-- THE PROBLEM --
Word for word, restate the lines from the start of the data down to the line with "width:30px; border:2px solid", both included.

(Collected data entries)
────────────────────

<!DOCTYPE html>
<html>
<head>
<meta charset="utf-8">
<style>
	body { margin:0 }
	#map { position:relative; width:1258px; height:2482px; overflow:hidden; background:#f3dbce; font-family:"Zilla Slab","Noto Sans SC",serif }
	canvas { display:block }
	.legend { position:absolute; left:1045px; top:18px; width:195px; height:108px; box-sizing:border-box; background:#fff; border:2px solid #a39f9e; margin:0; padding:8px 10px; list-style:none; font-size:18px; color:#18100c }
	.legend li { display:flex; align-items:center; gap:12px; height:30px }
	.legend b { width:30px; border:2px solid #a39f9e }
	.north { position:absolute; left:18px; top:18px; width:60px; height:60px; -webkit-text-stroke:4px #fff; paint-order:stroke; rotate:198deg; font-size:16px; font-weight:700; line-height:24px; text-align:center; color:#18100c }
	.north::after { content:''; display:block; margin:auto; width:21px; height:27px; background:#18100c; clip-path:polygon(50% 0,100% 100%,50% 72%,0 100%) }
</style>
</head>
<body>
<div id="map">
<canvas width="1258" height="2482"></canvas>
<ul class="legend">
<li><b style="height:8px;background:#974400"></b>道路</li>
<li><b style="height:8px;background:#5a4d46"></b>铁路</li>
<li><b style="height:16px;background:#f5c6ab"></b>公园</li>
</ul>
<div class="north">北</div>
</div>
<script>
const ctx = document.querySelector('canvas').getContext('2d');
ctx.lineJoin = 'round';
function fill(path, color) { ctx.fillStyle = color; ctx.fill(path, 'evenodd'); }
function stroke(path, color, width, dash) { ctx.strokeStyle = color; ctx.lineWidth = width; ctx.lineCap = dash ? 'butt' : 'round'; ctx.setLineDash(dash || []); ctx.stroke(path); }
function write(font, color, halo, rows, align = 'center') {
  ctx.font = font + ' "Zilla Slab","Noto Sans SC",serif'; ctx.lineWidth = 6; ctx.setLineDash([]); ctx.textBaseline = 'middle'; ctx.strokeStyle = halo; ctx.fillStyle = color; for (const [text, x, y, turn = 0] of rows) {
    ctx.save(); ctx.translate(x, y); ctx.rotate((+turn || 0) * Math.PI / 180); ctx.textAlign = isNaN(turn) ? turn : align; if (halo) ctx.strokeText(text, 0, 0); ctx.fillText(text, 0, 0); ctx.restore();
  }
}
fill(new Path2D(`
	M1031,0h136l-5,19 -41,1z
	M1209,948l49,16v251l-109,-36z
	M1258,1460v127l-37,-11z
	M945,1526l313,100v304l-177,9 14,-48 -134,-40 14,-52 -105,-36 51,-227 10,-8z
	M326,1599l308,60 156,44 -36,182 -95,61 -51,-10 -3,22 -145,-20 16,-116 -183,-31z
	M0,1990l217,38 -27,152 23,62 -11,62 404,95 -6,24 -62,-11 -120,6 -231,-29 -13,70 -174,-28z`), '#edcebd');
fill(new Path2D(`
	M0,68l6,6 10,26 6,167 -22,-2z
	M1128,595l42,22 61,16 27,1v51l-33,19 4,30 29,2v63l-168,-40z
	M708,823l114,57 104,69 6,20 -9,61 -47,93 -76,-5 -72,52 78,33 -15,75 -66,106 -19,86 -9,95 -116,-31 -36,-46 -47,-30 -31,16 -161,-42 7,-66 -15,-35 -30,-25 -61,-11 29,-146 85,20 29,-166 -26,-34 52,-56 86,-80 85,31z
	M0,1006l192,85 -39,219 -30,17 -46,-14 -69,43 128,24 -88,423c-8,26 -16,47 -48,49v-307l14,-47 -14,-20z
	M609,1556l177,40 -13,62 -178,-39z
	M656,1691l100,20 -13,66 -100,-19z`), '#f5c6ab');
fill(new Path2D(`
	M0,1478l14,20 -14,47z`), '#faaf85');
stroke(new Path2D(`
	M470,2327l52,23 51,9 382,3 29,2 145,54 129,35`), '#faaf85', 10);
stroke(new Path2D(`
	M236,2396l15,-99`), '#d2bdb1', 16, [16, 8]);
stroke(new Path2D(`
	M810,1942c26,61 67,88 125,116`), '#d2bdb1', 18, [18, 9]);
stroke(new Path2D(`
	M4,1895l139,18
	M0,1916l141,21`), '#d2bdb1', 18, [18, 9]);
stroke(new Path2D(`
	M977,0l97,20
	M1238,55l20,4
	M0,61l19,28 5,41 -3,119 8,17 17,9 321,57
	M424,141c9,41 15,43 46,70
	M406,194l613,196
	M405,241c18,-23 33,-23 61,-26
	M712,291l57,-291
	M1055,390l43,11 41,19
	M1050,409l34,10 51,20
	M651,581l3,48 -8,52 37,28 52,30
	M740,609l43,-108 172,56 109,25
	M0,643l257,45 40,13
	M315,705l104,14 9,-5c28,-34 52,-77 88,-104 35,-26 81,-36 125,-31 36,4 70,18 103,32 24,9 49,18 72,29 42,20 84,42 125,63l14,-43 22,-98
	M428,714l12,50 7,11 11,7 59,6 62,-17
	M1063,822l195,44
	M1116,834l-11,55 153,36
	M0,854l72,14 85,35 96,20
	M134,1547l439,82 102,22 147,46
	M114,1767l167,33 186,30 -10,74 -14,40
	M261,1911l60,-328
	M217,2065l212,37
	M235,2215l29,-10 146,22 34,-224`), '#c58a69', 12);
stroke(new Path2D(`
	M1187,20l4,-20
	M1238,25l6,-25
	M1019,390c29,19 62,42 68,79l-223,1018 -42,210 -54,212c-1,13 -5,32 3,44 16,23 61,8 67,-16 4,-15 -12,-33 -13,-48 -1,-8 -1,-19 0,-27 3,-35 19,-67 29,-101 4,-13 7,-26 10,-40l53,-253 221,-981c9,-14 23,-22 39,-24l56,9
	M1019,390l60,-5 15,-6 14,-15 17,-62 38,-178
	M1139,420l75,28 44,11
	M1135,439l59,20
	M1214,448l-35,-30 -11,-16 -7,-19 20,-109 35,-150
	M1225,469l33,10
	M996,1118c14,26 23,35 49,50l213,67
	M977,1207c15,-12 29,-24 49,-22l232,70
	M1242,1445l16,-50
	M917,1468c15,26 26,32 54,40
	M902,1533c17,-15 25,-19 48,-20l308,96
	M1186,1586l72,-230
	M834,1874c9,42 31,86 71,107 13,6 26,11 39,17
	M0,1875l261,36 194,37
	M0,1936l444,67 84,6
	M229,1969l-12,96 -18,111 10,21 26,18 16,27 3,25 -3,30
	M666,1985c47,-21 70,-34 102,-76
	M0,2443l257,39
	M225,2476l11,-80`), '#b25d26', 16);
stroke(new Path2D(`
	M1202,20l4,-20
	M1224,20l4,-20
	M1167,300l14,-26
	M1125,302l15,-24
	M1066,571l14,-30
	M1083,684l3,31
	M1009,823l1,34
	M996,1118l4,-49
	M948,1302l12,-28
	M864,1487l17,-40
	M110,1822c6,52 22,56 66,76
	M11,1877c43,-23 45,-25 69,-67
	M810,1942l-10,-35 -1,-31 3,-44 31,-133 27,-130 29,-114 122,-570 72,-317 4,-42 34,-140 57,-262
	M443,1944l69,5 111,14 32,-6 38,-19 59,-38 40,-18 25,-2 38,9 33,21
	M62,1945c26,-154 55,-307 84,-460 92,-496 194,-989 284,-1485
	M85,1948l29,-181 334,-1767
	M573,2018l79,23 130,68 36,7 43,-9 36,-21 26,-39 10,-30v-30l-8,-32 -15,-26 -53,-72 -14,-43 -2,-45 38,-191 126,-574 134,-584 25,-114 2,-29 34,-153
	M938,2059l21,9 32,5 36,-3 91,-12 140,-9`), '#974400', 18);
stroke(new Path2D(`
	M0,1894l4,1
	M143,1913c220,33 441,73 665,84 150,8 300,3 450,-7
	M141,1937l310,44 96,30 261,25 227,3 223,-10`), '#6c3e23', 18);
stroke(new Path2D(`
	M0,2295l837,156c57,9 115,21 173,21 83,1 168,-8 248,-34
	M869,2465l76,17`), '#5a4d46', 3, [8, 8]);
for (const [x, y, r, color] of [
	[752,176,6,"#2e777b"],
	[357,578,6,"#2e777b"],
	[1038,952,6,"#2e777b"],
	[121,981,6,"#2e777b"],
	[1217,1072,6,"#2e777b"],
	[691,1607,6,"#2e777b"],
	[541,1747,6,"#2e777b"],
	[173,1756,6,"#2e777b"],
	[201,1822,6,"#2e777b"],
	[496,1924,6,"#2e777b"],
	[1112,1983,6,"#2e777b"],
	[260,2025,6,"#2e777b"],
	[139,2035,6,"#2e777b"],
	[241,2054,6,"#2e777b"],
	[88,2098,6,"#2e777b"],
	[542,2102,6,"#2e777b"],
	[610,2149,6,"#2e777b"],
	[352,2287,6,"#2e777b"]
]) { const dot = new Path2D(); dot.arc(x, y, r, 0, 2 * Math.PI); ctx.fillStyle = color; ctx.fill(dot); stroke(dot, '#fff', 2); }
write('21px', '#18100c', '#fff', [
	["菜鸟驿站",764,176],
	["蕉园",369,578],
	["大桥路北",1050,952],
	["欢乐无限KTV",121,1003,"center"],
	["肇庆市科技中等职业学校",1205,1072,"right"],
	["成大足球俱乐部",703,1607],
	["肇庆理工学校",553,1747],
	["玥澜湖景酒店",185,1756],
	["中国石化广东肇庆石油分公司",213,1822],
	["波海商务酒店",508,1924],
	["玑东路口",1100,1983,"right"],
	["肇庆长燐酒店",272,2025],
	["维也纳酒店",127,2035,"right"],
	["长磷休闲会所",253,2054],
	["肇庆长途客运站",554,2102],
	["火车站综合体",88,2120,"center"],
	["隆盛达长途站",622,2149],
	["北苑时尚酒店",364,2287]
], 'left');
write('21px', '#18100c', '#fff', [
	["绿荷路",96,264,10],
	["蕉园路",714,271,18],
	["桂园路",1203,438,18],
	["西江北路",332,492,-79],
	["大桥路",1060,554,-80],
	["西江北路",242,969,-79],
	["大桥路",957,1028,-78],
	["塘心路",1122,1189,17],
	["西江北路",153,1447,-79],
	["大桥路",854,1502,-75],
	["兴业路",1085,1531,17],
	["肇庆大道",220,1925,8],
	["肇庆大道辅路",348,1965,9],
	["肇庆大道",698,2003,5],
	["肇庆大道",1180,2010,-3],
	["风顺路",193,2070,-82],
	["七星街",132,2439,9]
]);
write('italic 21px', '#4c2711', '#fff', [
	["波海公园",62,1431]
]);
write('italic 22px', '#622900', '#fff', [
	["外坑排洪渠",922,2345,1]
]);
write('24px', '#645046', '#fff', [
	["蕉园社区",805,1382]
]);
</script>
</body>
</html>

────────────────────

-- RESULT FOR THIS EXERCISE --
<!DOCTYPE html>
<html>
<head>
<meta charset="utf-8">
<style>
	body { margin:0 }
	#map { position:relative; width:1258px; height:2482px; overflow:hidden; background:#f3dbce; font-family:"Zilla Slab","Noto Sans SC",serif }
	canvas { display:block }
	.legend { position:absolute; left:1045px; top:18px; width:195px; height:108px; box-sizing:border-box; background:#fff; border:2px solid #a39f9e; margin:0; padding:8px 10px; list-style:none; font-size:18px; color:#18100c }
	.legend li { display:flex; align-items:center; gap:12px; height:30px }
	.legend b { width:30px; border:2px solid #a39f9e }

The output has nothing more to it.